Gordonville Municipal Complex makes history
By Mark Rogers
The Lowndes Signal
History was made last Friday as the Town of Gordonville’s Municipal Complex opened its doors.
A large crowd of residents, public officials and other dignitaries were on hand for the afternoon’s events.
Mayor Orbuty Ozier welcomed the guests, which included many of Ozier’s counterparts from the Alabama Conference of Black Mayors. One of the highlights was the unveiling of a large mural in the new building’s meeting room. The mural, painted by Ozier’s husband, William, who designed the building with architect Sam Donze, runs the length of the wall behind the town council members’ seats. Members of the town council are Mildred Lawson Works, Queen Stallworth, Annie Campbell, Agnita Davis Jackson and Annie Patterson. The town clerk is Katrina Smith and the Board Attorney is Prince Chestnut.
Brantley Fry, director of Sen. Doug Jones’ state operations, was the featured guest speaker. Fry spoke about Jones’ efforts in the state and offered any assistance to Gordonville that the senator could help with. She focused on rural broadband and water issues and urged Mayor Ozier and the council to apply for USDA Rural Development Grants and Community Development Block Grants to help with further expansion in the town of about 350 residents.

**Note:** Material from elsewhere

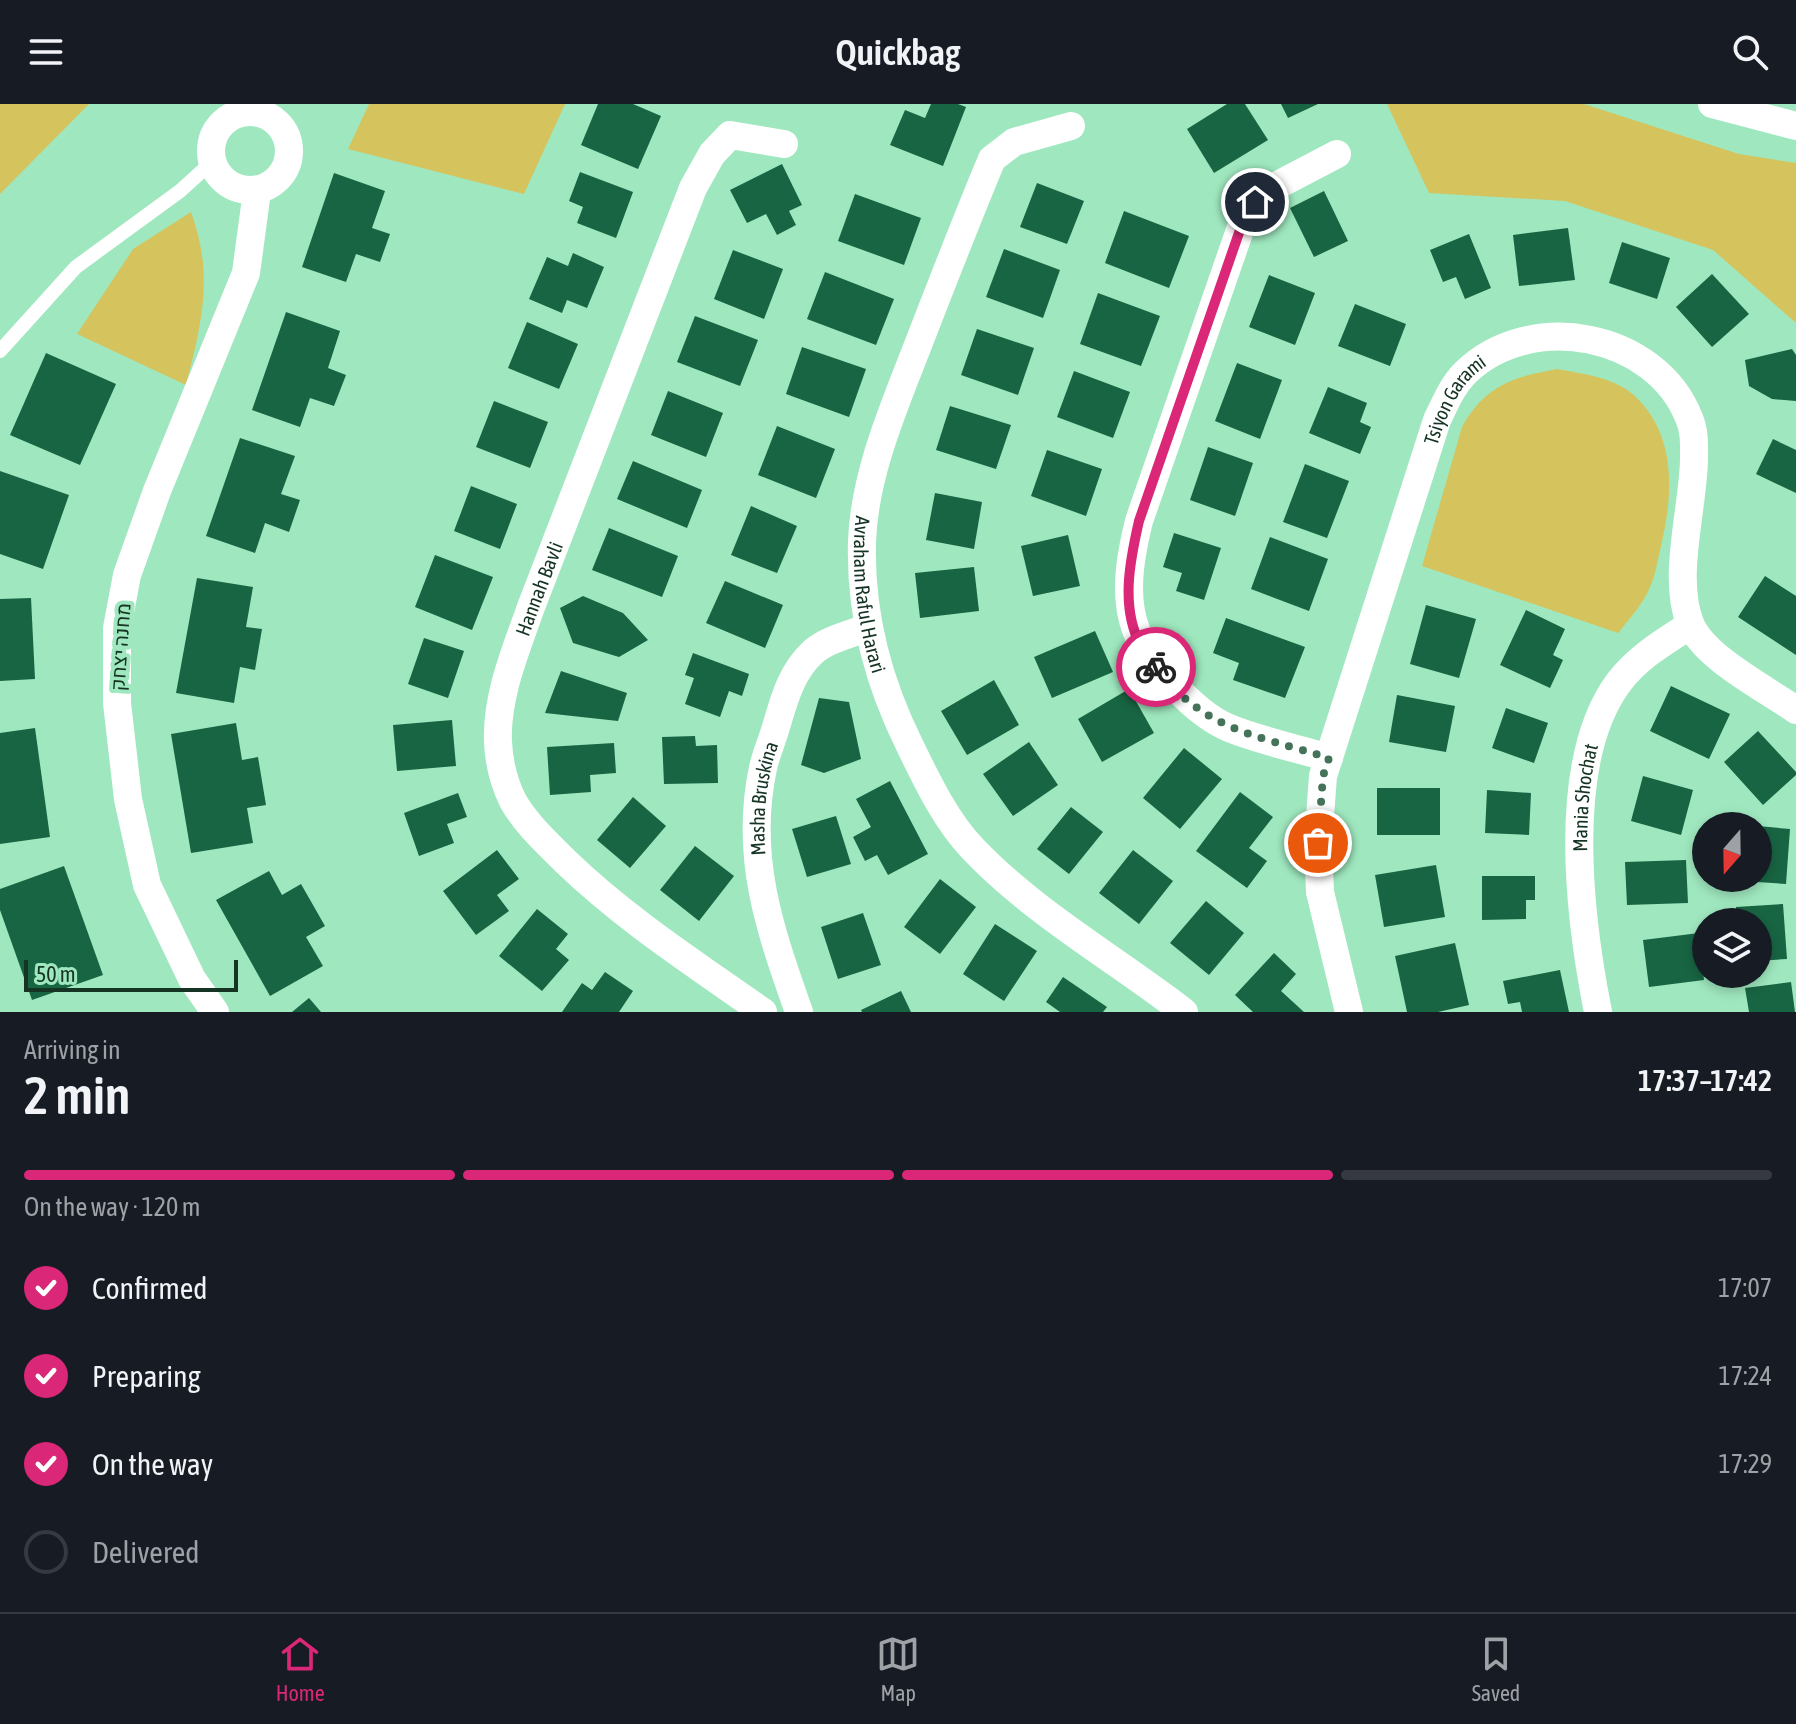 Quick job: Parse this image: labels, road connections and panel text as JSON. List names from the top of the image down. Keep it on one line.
{"streets":{"street":["Tsiyon Garami","Hannah Bavli","Avraham Raful Harari","מחנה יצחק","Masha Bruskina","Mania Shochat"]},"crossings":[["Tsiyon Garami","Mania Shochat"],["Avraham Raful Harari","Masha Bruskina"]],"scale_bar":"50 m","north":"bottom","page":{"header":"Quickbag","scale":"50 m","heading":["2 min","Arriving in","17:37–17:42"],"bar":"On the way · 120 m","list":[["Confirmed","17:07"],["Preparing","17:24"],["On the way","17:29"],"Delivered"],"tabs":["Home","Map","Saved"]}}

“I was so excited today,” Mayor Ozier said. “To be very honest, I have been planning for this day. I told myself I wasn’t going to cry, but I’m really fighting back the tears to get the job done. I thank the Lord that he strengthened my team – my council members, my clerk and the people in the community that rallied together. We were of one accord to get this building done. This is for the community, this is their home … this is our home.”
The mayor said the new Gordonville Municipal Complex was a starting point.
“We didn’t have a home,” she said. “This is a point to grow from. I was so grateful for all the people who came to the ceremony. We had people from other towns here, from Montgomery, Fort Deposit and more that were a part of this history. That says that it’s possible to take a little bit to make a lot. We’re going to continue to grow by the grace of God. We just have to keep the momentum going and continue the teamwork because it takes a team.”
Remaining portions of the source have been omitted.